* Given information
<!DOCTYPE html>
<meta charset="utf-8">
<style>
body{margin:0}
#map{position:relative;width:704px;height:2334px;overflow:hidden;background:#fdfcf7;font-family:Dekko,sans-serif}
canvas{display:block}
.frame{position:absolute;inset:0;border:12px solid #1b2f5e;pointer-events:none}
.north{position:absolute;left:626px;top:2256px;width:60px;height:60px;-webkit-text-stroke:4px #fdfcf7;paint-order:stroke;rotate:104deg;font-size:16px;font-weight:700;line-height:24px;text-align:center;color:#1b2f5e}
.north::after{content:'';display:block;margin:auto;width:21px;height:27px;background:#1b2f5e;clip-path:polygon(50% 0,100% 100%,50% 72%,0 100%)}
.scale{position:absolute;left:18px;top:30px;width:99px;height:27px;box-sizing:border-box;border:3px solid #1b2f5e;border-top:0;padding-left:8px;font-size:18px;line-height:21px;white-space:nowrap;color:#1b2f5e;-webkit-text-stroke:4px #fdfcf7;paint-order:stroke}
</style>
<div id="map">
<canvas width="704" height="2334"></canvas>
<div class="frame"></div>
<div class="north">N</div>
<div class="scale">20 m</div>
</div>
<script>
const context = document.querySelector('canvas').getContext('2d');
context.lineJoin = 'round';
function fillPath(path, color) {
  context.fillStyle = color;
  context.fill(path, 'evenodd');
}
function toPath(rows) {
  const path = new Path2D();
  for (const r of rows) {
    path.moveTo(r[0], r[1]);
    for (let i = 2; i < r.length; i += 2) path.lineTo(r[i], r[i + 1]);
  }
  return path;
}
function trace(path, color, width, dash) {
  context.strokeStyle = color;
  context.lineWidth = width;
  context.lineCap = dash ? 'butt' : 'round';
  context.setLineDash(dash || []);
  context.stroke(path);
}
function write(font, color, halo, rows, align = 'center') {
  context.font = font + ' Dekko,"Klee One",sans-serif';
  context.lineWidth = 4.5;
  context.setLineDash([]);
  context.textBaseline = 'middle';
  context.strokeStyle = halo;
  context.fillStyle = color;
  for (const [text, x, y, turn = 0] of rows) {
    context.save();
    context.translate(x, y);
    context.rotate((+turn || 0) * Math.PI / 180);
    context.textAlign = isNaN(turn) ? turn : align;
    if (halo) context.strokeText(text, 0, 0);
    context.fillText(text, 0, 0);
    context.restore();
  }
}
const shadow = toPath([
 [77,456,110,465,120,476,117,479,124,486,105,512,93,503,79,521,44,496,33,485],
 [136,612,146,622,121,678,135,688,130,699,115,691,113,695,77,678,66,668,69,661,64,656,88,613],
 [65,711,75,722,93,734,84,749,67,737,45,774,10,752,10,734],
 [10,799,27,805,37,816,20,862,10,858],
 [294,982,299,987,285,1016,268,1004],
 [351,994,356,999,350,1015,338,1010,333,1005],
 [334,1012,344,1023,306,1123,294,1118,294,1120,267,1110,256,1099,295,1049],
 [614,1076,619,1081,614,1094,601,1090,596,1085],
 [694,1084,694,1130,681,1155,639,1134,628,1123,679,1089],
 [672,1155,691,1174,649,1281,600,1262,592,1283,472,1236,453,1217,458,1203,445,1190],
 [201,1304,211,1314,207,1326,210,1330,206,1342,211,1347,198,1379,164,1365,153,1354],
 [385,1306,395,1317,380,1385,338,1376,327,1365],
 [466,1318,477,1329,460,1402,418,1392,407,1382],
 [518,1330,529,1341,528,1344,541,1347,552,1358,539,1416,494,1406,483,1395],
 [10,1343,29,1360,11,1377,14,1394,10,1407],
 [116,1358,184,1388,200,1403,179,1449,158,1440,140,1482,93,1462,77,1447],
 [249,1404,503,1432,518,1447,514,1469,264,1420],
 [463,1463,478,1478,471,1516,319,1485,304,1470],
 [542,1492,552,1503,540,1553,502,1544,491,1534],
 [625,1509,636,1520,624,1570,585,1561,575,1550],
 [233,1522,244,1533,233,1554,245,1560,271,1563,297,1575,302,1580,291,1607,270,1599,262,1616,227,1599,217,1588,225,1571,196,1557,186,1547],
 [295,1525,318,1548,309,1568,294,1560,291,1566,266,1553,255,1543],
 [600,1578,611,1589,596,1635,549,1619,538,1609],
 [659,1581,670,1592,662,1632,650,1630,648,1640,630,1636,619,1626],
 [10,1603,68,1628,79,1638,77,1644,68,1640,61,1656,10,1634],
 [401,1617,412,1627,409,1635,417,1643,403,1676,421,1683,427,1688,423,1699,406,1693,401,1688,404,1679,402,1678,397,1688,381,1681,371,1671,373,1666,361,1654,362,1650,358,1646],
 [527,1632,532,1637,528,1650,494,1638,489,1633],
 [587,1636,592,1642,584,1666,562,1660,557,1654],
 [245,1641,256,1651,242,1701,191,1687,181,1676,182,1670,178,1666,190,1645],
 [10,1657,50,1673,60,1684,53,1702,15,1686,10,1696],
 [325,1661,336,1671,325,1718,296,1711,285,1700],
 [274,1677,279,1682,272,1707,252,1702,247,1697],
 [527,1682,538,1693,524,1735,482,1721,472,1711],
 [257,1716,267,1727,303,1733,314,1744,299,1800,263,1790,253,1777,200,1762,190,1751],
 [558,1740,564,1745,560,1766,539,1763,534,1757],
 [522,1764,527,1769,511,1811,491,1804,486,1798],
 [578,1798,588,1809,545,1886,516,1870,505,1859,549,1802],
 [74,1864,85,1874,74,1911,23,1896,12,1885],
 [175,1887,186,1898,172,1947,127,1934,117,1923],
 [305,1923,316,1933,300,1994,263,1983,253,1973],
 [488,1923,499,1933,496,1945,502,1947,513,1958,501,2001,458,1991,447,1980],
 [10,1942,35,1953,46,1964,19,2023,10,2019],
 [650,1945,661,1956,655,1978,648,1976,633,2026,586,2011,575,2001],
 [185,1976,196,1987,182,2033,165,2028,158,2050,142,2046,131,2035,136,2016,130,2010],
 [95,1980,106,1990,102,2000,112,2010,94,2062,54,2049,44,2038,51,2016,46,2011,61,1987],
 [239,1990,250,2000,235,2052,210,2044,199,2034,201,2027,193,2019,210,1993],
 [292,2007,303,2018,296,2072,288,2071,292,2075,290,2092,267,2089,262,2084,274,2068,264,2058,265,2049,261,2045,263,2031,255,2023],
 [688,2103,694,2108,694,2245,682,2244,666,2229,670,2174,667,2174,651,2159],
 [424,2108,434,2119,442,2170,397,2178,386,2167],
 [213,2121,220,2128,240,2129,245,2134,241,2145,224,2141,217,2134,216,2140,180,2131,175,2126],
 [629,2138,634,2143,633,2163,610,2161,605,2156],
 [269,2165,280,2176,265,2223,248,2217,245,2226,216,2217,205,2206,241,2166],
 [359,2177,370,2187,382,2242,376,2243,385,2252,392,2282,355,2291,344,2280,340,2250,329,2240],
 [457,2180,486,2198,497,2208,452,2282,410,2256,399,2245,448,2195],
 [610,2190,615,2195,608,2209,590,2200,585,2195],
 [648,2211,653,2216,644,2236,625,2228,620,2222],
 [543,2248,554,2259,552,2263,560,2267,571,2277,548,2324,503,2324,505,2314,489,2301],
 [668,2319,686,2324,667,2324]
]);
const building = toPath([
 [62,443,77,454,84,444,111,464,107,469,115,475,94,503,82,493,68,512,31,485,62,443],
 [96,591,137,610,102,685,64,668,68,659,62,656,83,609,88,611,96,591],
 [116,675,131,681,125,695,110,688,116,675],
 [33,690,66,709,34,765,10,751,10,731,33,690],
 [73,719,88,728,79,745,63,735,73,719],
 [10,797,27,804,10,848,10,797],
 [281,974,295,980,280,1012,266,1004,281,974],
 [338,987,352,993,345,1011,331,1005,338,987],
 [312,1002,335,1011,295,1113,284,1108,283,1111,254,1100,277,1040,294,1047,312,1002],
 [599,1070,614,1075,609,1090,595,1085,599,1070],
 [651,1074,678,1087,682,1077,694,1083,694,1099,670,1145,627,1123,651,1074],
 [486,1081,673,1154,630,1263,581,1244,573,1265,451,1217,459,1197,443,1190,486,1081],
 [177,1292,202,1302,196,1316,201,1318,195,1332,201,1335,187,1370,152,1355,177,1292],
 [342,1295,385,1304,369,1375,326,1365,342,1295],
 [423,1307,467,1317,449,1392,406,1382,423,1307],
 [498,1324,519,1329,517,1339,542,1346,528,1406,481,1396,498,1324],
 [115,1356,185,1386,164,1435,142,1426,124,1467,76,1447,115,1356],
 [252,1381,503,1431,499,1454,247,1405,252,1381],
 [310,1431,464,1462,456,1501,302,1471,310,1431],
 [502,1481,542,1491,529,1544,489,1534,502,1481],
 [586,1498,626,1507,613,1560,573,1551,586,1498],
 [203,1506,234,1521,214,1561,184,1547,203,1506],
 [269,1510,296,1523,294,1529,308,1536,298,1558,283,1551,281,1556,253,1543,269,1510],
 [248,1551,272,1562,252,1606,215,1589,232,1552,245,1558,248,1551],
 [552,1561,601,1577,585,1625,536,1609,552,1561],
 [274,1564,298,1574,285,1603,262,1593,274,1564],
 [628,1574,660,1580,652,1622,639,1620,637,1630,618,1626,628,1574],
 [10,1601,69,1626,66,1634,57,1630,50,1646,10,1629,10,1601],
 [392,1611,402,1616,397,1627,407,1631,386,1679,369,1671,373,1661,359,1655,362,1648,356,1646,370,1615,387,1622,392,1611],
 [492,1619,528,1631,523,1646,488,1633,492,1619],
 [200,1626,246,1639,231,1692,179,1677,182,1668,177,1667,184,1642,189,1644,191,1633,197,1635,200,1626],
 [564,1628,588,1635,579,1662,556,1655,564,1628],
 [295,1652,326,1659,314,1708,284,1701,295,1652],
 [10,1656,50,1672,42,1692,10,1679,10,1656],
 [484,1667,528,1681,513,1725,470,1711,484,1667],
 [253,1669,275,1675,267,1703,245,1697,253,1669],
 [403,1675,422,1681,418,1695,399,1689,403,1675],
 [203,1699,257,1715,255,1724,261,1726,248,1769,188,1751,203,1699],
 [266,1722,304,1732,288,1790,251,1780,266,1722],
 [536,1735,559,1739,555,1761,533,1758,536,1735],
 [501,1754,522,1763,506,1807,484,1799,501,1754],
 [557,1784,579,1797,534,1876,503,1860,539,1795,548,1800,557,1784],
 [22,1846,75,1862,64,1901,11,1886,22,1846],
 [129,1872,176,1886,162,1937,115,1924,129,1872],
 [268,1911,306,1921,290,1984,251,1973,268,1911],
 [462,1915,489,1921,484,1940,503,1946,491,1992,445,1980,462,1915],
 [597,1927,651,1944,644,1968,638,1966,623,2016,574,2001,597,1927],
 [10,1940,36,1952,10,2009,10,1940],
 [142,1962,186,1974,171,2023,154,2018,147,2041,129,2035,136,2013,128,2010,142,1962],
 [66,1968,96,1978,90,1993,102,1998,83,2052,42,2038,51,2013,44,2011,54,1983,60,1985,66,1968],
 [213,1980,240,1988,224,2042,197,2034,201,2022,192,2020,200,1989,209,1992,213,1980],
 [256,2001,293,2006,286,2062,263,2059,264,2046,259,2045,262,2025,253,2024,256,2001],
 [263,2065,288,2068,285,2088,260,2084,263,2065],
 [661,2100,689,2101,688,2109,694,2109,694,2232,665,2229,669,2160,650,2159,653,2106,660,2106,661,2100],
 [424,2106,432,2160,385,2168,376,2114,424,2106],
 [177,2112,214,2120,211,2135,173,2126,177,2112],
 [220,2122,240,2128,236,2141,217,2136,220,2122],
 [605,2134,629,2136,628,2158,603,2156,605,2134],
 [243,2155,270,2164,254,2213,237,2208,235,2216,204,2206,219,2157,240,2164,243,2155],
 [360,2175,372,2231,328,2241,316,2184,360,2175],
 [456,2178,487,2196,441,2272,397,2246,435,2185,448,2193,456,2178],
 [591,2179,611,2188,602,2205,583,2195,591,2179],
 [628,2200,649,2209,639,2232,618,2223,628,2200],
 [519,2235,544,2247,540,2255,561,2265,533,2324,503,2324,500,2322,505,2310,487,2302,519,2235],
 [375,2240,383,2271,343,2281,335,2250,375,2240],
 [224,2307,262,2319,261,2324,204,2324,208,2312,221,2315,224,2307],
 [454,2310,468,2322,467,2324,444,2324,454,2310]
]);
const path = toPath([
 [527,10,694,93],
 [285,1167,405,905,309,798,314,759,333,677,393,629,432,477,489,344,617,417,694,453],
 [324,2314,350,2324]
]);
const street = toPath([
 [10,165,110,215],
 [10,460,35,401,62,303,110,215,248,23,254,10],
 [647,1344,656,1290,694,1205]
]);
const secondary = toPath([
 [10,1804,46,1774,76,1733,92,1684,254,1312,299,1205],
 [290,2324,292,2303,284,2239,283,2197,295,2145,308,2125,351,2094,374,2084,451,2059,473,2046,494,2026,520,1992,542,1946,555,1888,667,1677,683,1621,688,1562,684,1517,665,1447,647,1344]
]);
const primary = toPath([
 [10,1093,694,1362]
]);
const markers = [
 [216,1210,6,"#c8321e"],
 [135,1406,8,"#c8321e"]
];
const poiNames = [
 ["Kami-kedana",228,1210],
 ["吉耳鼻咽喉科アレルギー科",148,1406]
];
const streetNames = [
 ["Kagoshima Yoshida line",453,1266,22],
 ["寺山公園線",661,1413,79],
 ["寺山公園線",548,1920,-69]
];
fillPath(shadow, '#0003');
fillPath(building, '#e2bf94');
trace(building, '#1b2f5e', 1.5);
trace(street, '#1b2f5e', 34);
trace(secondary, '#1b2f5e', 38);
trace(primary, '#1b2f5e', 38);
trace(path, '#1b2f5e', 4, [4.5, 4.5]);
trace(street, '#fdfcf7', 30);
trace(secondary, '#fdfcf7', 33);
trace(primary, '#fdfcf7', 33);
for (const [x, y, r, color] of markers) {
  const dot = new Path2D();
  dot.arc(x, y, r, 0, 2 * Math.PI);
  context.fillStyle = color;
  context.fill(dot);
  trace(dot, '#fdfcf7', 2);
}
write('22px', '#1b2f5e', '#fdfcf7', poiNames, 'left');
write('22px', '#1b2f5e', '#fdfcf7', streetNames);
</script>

* Task statement
Please return every line of the material above that includes "setLineDash".

* Answer to this problem
  context.setLineDash(dash || []);
  context.setLineDash([]);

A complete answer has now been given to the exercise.